Researchers from the Lunenfeld-Tanenbaum Research Institute in Toronto used the Olink® Explore 3072 platform for high-throughput protein biomarker discovery to look for novel diagnostic markers for glioma. Gliomas are among the most malignant tumors, with a very poor prognosis, and early diagnosis is highly desirable to optimize treatment outcomes. Earlier diagnosis would not only improve current clinical management, but could also facilitate access of patients with earlier stages of the disease to clinical trials and help develop more effective therapies. In this study, Olink Explore was used to measure >3,000 proteins in the plasma of patients with multiple forms of glioma, using samples from patients with unrelated meningiomas as controls.
The Olink analysis revealed that 8 plasma proteins were increased in gliomas versus meningiomas (GFAP, NEFL, EDDM3B, PROK1, MMP3, CTRL, GP2, SPINT3), while 4 proteins were decreased (FABP4, ALDH3A1, IL-12B and OXT). The majority of these proteins have previously been shown to have some relationship with brain tumor biology, strengthening their credible relevance to this study.
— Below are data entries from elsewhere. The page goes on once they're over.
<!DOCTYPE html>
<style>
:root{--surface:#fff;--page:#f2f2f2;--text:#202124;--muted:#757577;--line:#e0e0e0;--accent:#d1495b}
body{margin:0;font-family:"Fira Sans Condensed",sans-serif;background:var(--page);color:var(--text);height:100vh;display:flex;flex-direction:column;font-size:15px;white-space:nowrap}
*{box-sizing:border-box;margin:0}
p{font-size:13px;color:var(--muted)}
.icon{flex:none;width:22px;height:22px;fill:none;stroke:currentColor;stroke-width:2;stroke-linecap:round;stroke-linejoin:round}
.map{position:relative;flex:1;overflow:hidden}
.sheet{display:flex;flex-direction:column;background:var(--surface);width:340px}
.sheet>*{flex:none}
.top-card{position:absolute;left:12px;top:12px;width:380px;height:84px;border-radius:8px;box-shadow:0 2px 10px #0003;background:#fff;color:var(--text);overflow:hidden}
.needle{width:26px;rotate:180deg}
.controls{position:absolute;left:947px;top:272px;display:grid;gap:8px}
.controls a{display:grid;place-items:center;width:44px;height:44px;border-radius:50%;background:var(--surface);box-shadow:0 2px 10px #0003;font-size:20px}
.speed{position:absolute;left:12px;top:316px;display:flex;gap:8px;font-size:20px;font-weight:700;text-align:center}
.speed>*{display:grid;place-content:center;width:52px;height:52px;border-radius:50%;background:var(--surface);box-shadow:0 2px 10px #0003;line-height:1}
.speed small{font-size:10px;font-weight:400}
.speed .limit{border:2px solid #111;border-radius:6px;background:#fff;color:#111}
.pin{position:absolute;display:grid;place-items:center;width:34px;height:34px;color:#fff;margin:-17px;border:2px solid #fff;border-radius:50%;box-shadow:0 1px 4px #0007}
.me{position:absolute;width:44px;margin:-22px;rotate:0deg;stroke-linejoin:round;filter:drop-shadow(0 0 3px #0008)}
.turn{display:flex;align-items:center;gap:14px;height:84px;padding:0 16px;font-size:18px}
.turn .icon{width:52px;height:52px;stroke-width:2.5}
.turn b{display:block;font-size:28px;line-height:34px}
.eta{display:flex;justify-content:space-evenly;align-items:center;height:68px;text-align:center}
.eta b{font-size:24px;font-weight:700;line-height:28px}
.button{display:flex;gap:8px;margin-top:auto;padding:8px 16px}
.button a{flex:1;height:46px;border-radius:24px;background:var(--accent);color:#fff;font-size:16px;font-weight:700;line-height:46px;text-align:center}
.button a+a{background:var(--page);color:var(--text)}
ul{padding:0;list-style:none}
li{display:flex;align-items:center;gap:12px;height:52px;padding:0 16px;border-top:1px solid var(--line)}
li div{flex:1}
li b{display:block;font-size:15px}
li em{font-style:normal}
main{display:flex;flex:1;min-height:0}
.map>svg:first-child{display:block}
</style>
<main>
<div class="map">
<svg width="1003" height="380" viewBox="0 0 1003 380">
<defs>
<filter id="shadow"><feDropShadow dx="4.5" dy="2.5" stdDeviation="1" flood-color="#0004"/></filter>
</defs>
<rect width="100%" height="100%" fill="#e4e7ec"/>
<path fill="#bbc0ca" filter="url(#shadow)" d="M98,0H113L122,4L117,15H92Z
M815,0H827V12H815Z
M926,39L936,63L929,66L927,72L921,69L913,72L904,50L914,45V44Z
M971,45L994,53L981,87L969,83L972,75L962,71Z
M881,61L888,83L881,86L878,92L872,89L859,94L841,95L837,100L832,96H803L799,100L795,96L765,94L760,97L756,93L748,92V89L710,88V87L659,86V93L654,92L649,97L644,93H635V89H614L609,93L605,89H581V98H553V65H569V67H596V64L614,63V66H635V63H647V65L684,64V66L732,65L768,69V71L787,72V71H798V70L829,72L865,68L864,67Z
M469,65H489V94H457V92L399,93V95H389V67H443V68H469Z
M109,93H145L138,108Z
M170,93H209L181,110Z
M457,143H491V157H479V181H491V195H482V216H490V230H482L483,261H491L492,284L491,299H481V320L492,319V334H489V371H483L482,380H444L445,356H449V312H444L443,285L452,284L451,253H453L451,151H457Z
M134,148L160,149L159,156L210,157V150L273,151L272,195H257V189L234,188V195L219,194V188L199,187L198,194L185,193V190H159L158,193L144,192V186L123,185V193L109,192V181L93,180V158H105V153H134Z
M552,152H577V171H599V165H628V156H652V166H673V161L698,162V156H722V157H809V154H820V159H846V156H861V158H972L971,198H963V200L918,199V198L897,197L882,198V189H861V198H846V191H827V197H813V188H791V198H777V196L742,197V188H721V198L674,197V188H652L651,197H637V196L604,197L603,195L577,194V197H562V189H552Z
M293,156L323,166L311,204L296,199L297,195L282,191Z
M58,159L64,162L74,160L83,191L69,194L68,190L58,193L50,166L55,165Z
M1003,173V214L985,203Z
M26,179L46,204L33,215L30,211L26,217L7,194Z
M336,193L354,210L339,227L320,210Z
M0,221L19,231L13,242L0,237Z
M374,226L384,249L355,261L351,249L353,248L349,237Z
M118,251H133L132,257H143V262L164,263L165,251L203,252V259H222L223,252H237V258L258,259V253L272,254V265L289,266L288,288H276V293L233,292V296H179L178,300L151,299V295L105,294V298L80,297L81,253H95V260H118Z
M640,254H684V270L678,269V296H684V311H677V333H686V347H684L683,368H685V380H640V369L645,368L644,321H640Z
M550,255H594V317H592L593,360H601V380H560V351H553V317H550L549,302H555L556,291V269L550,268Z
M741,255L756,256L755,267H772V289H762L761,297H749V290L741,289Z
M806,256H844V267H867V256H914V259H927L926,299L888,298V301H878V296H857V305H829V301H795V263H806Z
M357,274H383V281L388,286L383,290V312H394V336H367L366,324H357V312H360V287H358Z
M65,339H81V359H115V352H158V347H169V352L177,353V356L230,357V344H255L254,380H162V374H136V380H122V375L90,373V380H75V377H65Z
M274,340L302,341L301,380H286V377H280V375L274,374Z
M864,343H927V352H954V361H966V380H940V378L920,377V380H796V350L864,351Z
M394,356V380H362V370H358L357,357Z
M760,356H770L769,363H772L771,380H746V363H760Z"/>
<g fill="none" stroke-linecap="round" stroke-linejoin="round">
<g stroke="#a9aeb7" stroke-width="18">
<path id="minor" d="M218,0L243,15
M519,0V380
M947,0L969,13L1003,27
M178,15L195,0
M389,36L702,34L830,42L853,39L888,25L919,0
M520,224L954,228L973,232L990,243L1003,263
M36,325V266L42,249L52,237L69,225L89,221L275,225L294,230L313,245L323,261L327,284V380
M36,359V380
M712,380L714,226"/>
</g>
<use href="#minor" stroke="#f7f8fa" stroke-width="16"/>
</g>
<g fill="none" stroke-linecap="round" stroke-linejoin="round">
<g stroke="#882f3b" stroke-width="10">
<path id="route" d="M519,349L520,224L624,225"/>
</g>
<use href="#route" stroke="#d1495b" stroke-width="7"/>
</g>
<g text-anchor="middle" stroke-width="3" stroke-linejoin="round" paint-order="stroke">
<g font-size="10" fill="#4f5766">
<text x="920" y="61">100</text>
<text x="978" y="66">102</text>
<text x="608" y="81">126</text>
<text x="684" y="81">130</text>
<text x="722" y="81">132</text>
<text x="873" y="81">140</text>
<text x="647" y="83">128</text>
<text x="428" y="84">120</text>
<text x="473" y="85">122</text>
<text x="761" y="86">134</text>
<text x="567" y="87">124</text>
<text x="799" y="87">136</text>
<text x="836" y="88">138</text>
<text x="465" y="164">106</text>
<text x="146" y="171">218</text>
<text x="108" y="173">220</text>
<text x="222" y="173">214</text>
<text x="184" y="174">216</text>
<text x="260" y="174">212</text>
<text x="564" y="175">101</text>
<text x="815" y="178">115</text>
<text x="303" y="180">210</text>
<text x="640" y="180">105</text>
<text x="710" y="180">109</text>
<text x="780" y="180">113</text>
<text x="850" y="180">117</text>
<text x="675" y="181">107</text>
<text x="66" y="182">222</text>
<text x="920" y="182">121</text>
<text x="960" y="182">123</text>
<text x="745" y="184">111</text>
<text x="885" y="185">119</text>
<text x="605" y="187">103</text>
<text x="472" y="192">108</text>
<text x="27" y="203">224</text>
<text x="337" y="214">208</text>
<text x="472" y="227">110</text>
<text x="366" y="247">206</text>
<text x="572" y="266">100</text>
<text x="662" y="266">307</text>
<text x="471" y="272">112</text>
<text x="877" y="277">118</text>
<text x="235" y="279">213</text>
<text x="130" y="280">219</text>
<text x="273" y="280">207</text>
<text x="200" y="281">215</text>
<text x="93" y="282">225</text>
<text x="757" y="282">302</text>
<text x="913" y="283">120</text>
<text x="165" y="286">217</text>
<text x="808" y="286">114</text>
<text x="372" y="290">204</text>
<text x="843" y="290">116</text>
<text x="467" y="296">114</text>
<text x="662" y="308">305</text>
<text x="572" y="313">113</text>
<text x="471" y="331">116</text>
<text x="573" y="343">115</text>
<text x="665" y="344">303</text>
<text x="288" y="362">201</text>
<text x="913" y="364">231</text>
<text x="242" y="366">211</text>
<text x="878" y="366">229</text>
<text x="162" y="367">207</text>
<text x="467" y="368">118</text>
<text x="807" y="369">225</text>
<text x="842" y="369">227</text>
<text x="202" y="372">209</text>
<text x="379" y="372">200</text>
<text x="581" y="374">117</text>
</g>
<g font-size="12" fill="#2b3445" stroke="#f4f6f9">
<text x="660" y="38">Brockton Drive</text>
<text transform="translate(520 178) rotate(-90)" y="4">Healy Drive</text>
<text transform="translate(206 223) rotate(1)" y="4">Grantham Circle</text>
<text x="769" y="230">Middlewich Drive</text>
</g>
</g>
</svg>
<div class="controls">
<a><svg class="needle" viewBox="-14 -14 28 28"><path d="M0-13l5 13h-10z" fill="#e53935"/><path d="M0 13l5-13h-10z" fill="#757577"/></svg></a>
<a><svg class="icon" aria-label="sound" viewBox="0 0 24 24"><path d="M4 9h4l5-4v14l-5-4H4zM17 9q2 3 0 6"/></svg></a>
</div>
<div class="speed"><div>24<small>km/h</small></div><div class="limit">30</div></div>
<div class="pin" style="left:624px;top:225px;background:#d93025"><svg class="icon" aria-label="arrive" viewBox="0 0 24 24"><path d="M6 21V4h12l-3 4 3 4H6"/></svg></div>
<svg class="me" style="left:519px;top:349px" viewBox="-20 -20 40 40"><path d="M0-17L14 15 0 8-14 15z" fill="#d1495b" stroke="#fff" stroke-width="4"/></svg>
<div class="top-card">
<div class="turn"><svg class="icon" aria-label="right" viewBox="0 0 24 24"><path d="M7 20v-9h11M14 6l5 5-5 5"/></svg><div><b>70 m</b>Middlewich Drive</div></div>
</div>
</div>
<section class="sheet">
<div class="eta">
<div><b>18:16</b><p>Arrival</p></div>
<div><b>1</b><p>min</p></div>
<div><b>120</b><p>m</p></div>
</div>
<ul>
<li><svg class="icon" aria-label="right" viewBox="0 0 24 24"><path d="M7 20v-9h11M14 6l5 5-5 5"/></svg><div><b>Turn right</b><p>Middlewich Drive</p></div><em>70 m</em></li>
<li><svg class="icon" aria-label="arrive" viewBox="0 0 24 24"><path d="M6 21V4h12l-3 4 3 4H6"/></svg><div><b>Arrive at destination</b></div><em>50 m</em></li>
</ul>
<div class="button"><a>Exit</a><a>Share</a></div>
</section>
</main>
When the proteins were examined in the context of survival prediction, several showed nominal associations, but none reached statistical significance. The authors suggest that this is likely due to the low statistical power resulting from the low number of cases and death events in this relatively small study, and that larger follow-up investigations would be required to evaluate the prognostic value of these proteins.
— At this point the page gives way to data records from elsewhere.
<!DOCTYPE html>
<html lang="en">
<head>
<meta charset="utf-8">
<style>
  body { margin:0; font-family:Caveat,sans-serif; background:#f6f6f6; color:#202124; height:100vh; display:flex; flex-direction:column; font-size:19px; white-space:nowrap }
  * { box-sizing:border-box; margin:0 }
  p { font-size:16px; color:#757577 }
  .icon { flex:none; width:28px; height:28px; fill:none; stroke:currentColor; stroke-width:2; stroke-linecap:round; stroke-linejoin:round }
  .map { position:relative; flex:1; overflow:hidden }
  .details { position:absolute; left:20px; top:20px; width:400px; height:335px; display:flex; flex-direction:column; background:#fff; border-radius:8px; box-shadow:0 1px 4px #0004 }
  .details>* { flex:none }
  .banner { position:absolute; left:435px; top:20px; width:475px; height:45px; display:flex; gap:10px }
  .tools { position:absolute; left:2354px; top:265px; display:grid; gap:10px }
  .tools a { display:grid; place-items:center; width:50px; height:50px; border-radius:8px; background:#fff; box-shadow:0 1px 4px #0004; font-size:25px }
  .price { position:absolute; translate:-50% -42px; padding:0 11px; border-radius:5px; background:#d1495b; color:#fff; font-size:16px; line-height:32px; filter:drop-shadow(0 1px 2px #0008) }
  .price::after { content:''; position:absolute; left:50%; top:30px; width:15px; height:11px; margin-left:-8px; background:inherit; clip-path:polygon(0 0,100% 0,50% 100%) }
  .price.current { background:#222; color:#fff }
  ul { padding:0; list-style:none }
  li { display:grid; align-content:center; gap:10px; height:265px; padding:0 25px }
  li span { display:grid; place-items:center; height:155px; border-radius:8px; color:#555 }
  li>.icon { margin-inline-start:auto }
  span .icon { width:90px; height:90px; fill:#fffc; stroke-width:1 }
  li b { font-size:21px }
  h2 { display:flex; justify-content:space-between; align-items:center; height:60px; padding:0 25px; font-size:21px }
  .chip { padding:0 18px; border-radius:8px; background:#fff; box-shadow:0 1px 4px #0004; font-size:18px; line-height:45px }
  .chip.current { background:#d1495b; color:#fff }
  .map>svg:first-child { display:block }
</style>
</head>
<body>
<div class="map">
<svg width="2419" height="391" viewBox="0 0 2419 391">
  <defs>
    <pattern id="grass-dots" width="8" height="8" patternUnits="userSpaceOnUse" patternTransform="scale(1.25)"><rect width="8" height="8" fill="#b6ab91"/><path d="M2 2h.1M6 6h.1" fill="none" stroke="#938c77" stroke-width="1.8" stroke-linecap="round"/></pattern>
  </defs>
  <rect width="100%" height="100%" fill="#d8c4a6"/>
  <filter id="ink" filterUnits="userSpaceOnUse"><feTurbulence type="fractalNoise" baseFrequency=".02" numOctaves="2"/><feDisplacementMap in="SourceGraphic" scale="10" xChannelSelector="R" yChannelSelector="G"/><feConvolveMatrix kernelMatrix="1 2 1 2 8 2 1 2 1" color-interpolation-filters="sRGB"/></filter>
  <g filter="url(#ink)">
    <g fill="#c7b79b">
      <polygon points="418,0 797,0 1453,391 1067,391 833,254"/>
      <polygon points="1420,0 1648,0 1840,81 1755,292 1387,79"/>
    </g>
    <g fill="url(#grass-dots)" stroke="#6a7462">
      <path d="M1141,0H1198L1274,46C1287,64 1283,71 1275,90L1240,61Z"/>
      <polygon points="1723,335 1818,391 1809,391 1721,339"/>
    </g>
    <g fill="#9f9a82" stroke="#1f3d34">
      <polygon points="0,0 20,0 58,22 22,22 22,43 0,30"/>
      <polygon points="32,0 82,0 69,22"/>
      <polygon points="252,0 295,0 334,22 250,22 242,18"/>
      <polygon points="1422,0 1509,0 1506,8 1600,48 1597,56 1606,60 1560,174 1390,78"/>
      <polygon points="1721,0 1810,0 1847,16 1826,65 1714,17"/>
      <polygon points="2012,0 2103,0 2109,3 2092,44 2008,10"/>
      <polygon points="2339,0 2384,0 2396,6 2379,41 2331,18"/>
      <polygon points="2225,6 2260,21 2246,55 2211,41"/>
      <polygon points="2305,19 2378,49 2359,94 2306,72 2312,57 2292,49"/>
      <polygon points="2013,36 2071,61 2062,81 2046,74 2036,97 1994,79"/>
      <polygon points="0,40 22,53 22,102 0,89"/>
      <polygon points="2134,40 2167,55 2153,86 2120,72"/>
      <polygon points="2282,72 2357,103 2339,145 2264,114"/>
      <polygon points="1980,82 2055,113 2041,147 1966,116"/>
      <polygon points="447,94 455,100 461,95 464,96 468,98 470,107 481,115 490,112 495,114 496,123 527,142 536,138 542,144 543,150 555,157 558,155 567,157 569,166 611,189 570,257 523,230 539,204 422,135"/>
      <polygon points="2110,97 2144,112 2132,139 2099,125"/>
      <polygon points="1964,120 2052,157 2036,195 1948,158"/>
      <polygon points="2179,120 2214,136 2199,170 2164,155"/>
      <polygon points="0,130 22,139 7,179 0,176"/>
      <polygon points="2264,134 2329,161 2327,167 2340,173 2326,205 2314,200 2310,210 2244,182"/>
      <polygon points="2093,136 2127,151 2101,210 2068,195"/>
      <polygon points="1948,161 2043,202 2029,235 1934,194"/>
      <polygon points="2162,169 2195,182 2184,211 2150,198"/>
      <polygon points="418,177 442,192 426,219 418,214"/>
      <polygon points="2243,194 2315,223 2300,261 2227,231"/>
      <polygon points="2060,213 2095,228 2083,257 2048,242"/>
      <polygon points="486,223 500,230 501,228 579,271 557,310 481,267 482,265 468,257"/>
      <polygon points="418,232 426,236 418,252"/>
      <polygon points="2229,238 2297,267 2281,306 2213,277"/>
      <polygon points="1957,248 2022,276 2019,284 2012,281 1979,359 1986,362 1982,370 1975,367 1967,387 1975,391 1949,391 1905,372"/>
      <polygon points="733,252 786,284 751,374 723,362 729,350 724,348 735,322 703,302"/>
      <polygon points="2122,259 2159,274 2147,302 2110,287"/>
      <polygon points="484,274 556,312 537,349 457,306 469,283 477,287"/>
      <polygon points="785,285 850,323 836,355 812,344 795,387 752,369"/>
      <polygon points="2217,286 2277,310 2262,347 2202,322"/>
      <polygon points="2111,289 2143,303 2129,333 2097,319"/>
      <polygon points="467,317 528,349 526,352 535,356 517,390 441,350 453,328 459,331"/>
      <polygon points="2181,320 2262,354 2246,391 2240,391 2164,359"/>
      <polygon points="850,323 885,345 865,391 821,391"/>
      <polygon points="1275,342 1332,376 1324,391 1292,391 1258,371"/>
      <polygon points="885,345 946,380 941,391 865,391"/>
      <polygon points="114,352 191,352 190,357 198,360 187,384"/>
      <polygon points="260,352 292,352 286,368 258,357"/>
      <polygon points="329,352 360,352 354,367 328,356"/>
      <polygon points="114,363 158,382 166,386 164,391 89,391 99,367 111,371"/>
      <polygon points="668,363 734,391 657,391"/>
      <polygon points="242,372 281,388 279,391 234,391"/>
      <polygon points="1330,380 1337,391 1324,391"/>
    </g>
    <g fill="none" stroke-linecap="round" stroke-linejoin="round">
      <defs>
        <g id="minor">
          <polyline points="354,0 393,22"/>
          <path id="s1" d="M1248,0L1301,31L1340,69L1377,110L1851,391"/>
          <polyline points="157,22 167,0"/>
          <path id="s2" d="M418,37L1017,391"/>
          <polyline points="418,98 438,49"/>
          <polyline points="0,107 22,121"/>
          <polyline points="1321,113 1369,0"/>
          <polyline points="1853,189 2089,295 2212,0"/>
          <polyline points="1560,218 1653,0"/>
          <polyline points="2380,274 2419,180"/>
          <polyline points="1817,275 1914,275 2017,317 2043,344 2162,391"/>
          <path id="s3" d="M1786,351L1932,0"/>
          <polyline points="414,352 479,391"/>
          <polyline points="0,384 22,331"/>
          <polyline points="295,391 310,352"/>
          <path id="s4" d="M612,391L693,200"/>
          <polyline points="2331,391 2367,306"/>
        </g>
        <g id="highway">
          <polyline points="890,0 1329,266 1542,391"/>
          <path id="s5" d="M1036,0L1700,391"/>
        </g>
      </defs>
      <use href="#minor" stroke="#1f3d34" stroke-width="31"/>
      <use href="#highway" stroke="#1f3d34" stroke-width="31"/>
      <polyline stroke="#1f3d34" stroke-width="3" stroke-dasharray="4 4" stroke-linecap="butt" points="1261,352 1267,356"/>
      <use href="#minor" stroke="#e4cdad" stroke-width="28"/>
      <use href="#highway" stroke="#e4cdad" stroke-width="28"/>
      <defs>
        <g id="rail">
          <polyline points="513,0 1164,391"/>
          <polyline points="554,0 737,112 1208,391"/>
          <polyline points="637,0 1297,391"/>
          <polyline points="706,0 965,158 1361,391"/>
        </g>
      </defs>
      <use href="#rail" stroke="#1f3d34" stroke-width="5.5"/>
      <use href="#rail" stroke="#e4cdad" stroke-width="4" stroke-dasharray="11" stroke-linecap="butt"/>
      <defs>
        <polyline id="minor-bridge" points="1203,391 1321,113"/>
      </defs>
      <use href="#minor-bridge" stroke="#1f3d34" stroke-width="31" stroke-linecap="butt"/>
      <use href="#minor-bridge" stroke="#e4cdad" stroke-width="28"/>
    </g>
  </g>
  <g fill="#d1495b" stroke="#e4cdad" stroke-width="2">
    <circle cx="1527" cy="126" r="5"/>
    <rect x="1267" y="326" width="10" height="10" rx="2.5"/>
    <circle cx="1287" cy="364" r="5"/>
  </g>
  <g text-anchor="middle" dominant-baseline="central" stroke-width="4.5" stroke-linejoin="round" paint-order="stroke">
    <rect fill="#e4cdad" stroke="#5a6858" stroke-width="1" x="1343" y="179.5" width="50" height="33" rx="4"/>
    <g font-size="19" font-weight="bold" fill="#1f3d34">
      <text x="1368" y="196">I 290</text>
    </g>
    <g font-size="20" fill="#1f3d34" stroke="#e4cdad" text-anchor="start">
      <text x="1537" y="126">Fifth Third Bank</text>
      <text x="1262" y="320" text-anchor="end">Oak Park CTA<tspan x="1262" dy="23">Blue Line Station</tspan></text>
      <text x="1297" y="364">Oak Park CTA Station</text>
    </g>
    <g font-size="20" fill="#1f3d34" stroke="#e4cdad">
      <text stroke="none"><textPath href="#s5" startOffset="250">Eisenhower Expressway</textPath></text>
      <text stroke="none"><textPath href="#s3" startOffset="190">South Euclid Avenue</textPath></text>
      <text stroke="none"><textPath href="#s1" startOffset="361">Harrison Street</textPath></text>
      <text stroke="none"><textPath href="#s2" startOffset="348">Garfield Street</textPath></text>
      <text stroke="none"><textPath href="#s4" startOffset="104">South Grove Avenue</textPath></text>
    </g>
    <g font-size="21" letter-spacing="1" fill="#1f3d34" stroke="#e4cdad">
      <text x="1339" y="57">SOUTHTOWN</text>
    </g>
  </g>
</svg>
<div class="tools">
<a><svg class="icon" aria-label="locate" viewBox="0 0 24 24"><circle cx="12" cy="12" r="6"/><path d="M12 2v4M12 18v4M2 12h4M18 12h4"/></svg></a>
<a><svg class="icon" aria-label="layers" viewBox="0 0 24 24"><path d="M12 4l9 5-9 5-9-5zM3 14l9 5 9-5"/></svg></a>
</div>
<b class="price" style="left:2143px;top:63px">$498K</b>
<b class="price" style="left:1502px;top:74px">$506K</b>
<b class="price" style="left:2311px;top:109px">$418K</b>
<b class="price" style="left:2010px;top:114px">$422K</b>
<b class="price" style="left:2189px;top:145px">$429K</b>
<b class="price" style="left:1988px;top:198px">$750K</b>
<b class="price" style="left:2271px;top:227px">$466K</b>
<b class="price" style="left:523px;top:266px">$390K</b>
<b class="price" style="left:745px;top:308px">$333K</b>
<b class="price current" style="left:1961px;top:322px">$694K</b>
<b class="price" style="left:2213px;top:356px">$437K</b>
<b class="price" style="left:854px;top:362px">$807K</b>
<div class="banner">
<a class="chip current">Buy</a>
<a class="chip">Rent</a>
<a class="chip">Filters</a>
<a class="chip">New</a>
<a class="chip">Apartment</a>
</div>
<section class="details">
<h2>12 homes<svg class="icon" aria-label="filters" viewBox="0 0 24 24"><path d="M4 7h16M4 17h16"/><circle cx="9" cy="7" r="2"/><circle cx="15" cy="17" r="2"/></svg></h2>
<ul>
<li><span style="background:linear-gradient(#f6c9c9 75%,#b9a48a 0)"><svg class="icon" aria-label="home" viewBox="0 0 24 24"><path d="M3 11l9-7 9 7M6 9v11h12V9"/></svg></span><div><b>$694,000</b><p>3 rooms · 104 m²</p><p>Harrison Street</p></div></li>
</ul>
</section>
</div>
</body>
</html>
To explore the diagnostic potential of these proteins, statistical modeling was then applied to assess their predictive value. The strongest performing individual protein was GFAP, with an area under the curve, AUC=0.86 while the combination of GFAP and FABP4 had AUC=0.98, discriminating gliomas from controls with extremely high accuracy. The conclusion was that these findings identified novel, putative diagnostic (and potentially prognostic) glioma markers that may prove valuable, when used alone or in combination, towards improved clinical care of gliomas. The authors also discuss this study in the context of their previous research using other technologies such as mass spectrometry and ELISAs, concluding that Olink’s PEA technology has many advantages and is a powerful proteomic technology for biomarker discovery.